Supplied records:
::::

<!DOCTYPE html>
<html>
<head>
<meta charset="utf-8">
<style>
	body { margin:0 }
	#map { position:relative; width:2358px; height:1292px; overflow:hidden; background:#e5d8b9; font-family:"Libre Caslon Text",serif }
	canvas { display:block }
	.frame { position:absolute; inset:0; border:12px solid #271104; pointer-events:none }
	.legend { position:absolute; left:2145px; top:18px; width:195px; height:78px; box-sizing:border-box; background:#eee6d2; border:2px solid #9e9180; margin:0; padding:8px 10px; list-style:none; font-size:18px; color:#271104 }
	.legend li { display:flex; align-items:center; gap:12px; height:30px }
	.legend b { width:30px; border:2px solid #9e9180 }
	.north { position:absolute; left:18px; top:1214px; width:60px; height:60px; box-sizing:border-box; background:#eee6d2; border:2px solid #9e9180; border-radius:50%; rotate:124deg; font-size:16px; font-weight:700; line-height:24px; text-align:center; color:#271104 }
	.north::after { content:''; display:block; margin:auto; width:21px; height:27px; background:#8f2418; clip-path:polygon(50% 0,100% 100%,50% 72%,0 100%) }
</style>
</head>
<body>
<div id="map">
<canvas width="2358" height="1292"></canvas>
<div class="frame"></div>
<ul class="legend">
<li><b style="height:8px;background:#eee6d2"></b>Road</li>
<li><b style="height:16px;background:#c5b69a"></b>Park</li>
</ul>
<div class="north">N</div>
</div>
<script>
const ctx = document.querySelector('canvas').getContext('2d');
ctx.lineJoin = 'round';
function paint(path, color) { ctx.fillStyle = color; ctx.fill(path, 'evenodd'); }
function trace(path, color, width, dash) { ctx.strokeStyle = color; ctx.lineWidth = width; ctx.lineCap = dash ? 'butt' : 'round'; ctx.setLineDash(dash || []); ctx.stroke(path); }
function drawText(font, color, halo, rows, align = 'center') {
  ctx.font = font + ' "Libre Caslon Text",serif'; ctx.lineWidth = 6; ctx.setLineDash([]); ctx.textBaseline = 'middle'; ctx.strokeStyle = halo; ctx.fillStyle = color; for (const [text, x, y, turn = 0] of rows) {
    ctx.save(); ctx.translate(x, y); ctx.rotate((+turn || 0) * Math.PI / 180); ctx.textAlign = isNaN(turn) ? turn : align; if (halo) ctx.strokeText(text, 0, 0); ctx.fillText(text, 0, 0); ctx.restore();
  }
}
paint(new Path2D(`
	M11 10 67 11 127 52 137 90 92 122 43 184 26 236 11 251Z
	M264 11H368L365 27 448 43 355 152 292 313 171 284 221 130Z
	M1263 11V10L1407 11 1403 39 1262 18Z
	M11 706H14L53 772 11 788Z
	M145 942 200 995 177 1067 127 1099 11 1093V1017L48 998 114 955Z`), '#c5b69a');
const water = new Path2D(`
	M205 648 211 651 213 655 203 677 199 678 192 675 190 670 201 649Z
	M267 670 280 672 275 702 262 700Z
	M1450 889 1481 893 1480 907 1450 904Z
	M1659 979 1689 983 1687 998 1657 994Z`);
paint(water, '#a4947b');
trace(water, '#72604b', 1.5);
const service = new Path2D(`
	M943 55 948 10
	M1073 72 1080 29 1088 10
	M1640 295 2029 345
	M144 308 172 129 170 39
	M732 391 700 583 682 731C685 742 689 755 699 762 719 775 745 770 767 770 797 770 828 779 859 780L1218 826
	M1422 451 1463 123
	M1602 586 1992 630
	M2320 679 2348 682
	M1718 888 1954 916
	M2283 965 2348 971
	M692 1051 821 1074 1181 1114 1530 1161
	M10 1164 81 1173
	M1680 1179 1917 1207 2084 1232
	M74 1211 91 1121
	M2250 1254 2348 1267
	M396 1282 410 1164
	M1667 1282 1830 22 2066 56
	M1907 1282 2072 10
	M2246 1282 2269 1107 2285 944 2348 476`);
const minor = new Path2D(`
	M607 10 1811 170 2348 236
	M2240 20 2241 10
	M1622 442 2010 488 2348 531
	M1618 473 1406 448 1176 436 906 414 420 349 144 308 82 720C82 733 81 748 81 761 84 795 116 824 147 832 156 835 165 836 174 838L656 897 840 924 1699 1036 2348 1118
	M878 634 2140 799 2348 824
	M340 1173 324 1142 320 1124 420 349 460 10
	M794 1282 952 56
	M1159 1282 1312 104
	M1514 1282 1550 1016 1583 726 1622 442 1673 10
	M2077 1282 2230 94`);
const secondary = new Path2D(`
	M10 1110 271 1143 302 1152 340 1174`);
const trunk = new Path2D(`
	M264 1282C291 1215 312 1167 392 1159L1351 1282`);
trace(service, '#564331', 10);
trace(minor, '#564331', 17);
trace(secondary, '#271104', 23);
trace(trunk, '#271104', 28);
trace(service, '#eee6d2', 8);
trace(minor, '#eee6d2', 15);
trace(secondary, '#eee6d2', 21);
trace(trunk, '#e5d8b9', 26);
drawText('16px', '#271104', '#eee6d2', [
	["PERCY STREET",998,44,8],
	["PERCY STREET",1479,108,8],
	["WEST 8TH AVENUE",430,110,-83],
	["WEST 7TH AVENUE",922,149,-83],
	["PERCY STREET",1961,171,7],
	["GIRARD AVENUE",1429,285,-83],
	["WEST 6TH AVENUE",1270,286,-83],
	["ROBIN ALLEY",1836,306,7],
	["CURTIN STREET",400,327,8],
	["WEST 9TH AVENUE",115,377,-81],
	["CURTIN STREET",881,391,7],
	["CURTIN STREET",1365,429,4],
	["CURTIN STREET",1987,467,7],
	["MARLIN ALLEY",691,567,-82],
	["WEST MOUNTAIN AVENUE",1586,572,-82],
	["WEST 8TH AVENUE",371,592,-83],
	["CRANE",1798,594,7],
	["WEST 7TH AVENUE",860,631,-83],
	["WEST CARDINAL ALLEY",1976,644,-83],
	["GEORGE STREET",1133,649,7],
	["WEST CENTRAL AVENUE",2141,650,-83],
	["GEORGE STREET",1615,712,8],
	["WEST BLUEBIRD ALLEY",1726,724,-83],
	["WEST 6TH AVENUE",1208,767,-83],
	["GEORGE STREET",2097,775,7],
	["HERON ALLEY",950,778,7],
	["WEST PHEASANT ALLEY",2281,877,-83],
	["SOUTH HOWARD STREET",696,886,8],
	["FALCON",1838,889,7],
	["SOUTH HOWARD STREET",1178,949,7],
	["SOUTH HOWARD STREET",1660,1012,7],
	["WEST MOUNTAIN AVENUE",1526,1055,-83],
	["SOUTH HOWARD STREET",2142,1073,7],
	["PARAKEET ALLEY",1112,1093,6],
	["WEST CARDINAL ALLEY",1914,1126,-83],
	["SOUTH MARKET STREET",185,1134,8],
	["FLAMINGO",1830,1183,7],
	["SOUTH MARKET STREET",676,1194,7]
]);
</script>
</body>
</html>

::::

Prompt: Your task is to quote the lines above, beginning with the first and ending with the one that holds "display:flex; align-items:center; gap:12px;".

Exercise output:
<!DOCTYPE html>
<html>
<head>
<meta charset="utf-8">
<style>
	body { margin:0 }
	#map { position:relative; width:2358px; height:1292px; overflow:hidden; background:#e5d8b9; font-family:"Libre Caslon Text",serif }
	canvas { display:block }
	.frame { position:absolute; inset:0; border:12px solid #271104; pointer-events:none }
	.legend { position:absolute; left:2145px; top:18px; width:195px; height:78px; box-sizing:border-box; background:#eee6d2; border:2px solid #9e9180; margin:0; padding:8px 10px; list-style:none; font-size:18px; color:#271104 }
	.legend li { display:flex; align-items:center; gap:12px; height:30px }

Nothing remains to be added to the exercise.